- [What the task asks] Pick out all lines with the word "bottom" from the records that follow.

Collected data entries
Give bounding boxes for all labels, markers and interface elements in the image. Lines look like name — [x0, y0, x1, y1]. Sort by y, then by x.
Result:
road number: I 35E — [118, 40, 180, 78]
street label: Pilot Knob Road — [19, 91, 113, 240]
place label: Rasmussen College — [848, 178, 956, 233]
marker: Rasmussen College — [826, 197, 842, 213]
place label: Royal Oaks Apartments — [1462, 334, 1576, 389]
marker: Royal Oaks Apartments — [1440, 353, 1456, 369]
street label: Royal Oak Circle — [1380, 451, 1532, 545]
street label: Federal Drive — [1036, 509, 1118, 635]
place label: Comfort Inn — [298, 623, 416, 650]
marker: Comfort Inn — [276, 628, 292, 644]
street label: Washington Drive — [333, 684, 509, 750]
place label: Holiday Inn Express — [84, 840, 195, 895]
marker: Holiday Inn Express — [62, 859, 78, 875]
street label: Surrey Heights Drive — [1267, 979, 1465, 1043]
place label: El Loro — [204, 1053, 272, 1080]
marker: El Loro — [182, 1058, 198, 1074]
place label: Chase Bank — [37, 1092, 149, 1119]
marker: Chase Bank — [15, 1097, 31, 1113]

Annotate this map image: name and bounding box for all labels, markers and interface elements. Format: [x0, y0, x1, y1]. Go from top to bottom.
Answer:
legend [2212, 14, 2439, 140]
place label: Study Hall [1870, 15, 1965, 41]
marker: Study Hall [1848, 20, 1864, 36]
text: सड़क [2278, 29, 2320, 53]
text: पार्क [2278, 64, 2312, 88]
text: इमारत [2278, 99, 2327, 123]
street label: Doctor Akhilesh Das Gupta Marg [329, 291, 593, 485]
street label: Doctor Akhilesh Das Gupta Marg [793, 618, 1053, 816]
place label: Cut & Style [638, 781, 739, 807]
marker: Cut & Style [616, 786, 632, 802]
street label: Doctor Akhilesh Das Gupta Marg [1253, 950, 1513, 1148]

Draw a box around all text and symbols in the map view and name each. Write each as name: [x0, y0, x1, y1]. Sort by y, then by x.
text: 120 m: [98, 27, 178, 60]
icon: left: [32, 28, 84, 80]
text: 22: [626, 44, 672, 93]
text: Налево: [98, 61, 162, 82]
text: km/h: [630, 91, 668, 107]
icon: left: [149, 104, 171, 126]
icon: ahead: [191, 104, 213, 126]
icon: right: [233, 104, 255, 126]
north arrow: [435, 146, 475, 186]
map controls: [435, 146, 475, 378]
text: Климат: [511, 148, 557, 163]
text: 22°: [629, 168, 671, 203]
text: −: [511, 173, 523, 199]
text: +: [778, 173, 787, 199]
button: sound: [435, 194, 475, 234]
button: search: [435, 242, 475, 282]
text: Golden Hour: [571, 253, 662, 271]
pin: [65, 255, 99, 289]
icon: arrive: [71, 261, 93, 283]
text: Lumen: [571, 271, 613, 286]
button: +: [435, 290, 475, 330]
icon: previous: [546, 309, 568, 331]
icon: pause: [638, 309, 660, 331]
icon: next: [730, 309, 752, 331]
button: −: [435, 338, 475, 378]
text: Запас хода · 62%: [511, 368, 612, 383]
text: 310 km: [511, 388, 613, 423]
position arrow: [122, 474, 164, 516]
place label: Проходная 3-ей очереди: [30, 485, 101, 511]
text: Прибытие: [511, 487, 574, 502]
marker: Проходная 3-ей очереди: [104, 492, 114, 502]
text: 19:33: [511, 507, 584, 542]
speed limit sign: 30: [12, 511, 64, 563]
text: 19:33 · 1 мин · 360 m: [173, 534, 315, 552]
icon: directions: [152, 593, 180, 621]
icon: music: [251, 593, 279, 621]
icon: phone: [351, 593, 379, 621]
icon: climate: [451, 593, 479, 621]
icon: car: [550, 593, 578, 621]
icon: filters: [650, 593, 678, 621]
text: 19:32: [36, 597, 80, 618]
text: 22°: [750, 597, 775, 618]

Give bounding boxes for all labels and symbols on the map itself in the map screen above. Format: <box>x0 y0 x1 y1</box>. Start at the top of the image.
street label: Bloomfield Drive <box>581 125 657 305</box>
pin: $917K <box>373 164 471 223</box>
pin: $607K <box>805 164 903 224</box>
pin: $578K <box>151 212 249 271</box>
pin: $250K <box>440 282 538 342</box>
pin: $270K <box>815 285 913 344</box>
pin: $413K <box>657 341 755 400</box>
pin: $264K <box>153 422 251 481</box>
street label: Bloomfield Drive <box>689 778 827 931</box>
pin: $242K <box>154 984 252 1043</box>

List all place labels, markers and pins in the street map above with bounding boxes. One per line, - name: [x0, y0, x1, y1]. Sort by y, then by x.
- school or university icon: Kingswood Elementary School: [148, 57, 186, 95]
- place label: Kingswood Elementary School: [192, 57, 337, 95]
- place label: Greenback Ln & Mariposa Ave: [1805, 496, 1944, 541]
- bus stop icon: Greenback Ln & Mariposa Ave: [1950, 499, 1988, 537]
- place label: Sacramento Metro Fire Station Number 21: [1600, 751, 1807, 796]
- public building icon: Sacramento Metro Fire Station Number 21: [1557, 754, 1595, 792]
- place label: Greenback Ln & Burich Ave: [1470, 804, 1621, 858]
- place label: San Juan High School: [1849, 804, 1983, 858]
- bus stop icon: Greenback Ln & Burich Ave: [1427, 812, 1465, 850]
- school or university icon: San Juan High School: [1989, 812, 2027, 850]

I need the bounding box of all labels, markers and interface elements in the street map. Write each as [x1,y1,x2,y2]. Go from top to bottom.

- [Output]
Annotate this map image: name and bounding box for all labels, markers and interface elements. Format: [x0, y0, x1, y1]. Go from top to bottom.
I need the bounding box of all labels, markers and interface elements in the street map. Write each as [x1,y1,x2,y2]. Go from top to bottom.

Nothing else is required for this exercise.